> Collected data:

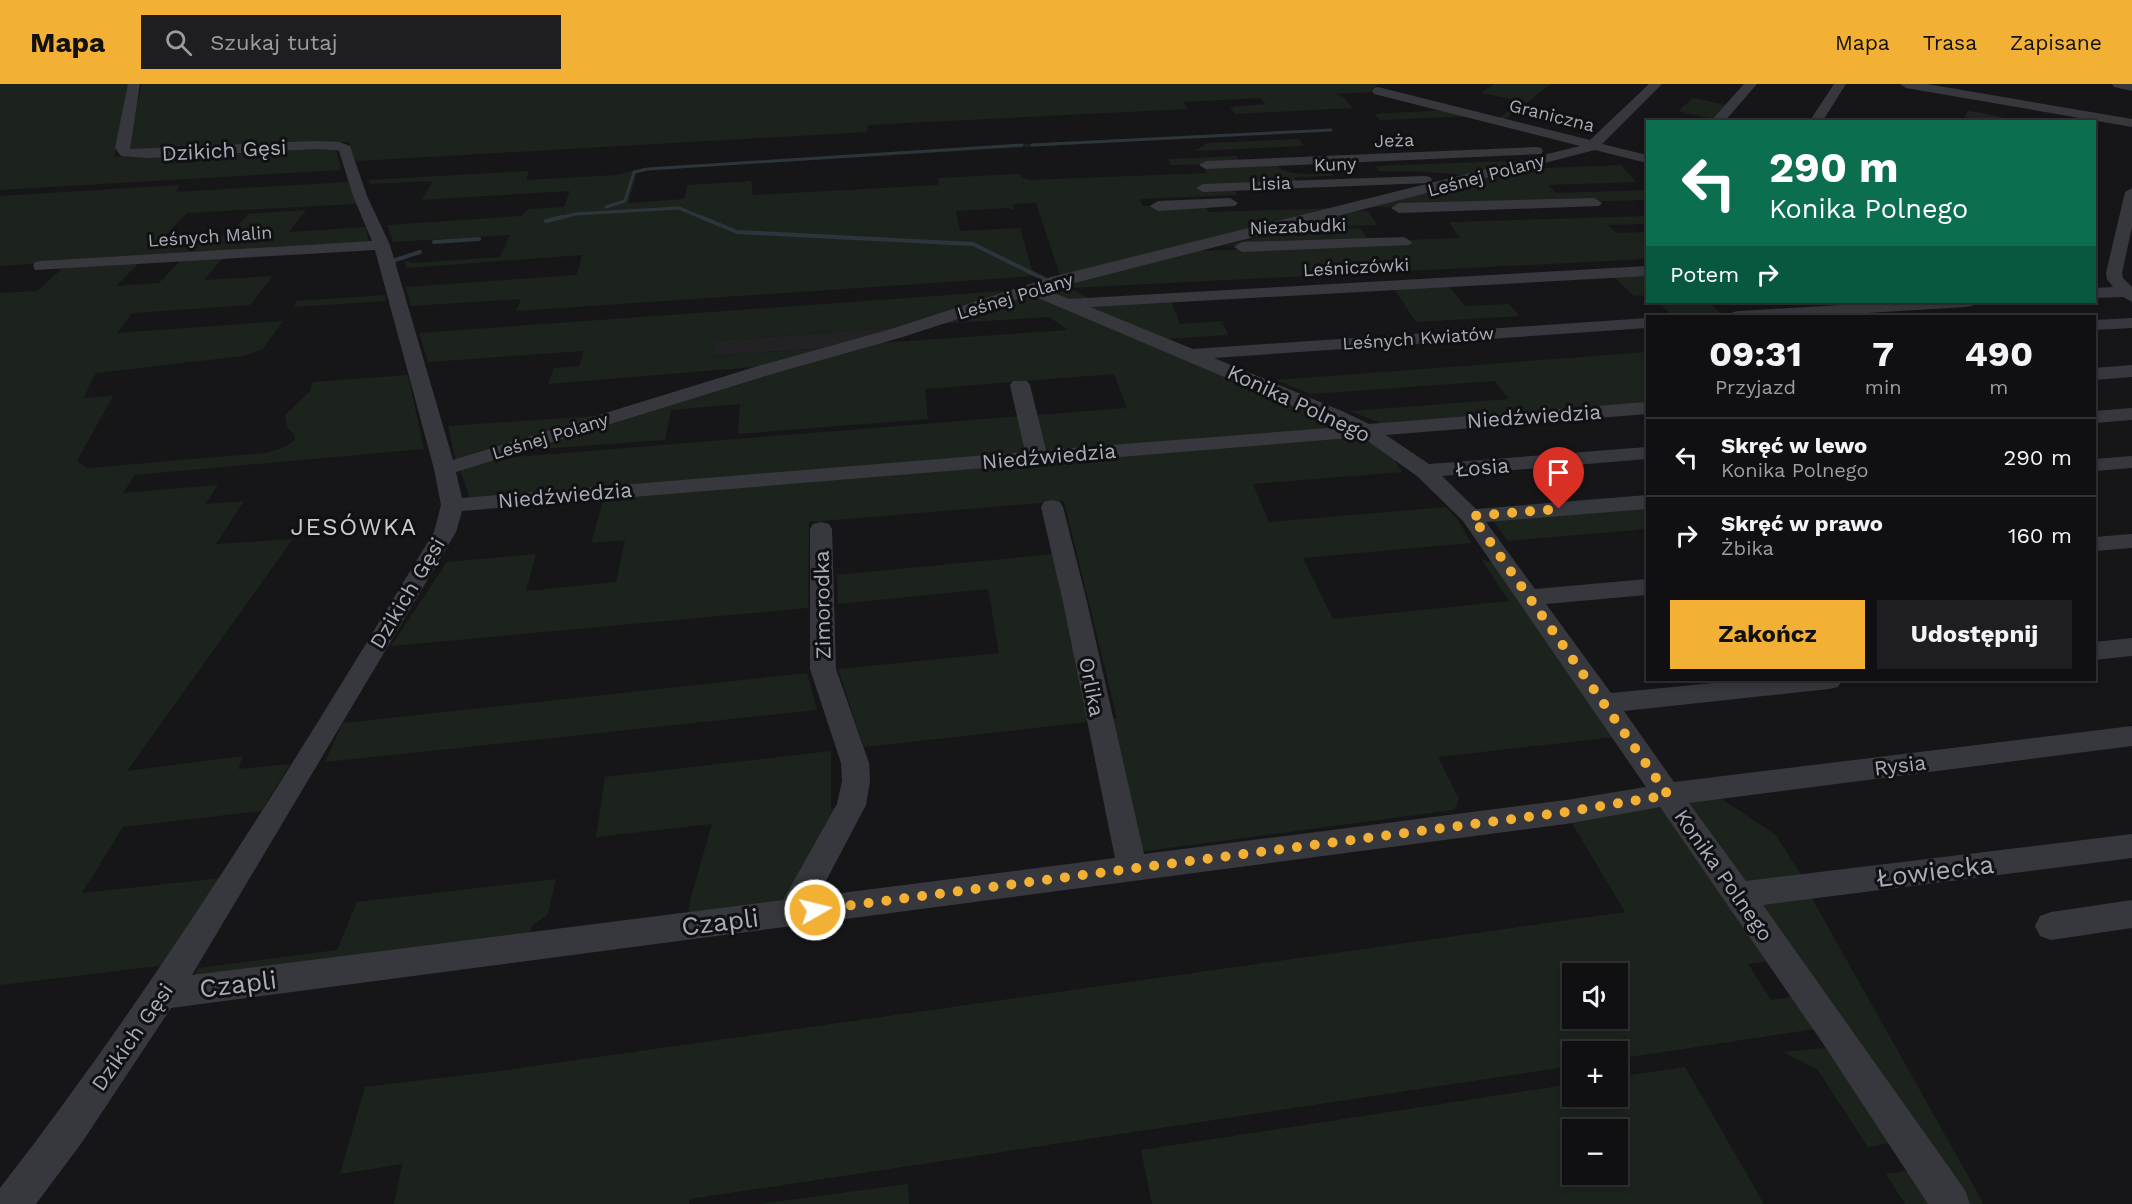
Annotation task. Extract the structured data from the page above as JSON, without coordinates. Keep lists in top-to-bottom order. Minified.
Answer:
{"streets":{"street":["Graniczna","Jeża","Dzikich Gęsi","Kuny","Leśnej Polany","Lisia","Niezabudki","Leśnych Malin","Leśniczówki","Leśnych Kwiatów","Konika Polnego","Niedźwiedzia","Łosia","Zimorodka","Orlika","Rysia","Łowiecka","Czapli"]},"crossings":[["Graniczna","Jeża"],["Graniczna","Leśnej Polany"],["Jeża","Leśnej Polany"],["Dzikich Gęsi","Leśnej Polany"],["Dzikich Gęsi","Leśnych Malin"],["Dzikich Gęsi","Niedźwiedzia"],["Dzikich Gęsi","Czapli"],["Kuny","Leśnej Polany"],["Leśnej Polany","Lisia"],["Leśnej Polany","Niezabudki"],["Leśnej Polany","Konika Polnego"],["Leśniczówki","Konika Polnego"],["Leśnych Kwiatów","Konika Polnego"],["Konika Polnego","Niedźwiedzia"],["Konika Polnego","Łosia"],["Konika Polnego","Rysia"],["Konika Polnego","Łowiecka"],["Konika Polnego","Czapli"],["Zimorodka","Czapli"],["Orlika","Czapli"],["Rysia","Czapli"]],"districts":["JESÓWKA"],"page":{"header":"Mapa","search":"Szukaj tutaj","nav":["Mapa","Trasa","Zapisane"],"turn":["290 m","Konika Polnego"],"then":"Potem","eta":["09:31","Przyjazd","7","min","490","m"],"list":[{"name":"Skręć w lewo","note":"Konika Polnego","value":"290 m"},{"name":"Skręć w prawo","note":"Żbika","value":"160 m"}],"buttons":["Zakończ","Udostępnij"],"map_buttons":["+","−"]}}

> Problem details:
The complete listing must be transcribed verbatim, and all pictures are to be omitted.

> Written response:
Annotation task. Extract the structured data from the page above as JSON, without coordinates. Keep lists in top-to-bottom order. Minified.
Answer:
{"streets":{"street":["Graniczna","Jeża","Dzikich Gęsi","Kuny","Leśnej Polany","Lisia","Niezabudki","Leśnych Malin","Leśniczówki","Leśnych Kwiatów","Konika Polnego","Niedźwiedzia","Łosia","Zimorodka","Orlika","Rysia","Łowiecka","Czapli"]},"crossings":[["Graniczna","Jeża"],["Graniczna","Leśnej Polany"],["Jeża","Leśnej Polany"],["Dzikich Gęsi","Leśnej Polany"],["Dzikich Gęsi","Leśnych Malin"],["Dzikich Gęsi","Niedźwiedzia"],["Dzikich Gęsi","Czapli"],["Kuny","Leśnej Polany"],["Leśnej Polany","Lisia"],["Leśnej Polany","Niezabudki"],["Leśnej Polany","Konika Polnego"],["Leśniczówki","Konika Polnego"],["Leśnych Kwiatów","Konika Polnego"],["Konika Polnego","Niedźwiedzia"],["Konika Polnego","Łosia"],["Konika Polnego","Rysia"],["Konika Polnego","Łowiecka"],["Konika Polnego","Czapli"],["Zimorodka","Czapli"],["Orlika","Czapli"],["Rysia","Czapli"]],"districts":["JESÓWKA"],"page":{"header":"Mapa","search":"Szukaj tutaj","nav":["Mapa","Trasa","Zapisane"],"turn":["290 m","Konika Polnego"],"then":"Potem","eta":["09:31","Przyjazd","7","min","490","m"],"list":[{"name":"Skręć w lewo","note":"Konika Polnego","value":"290 m"},{"name":"Skręć w prawo","note":"Żbika","value":"160 m"}],"buttons":["Zakończ","Udostępnij"],"map_buttons":["+","−"]}}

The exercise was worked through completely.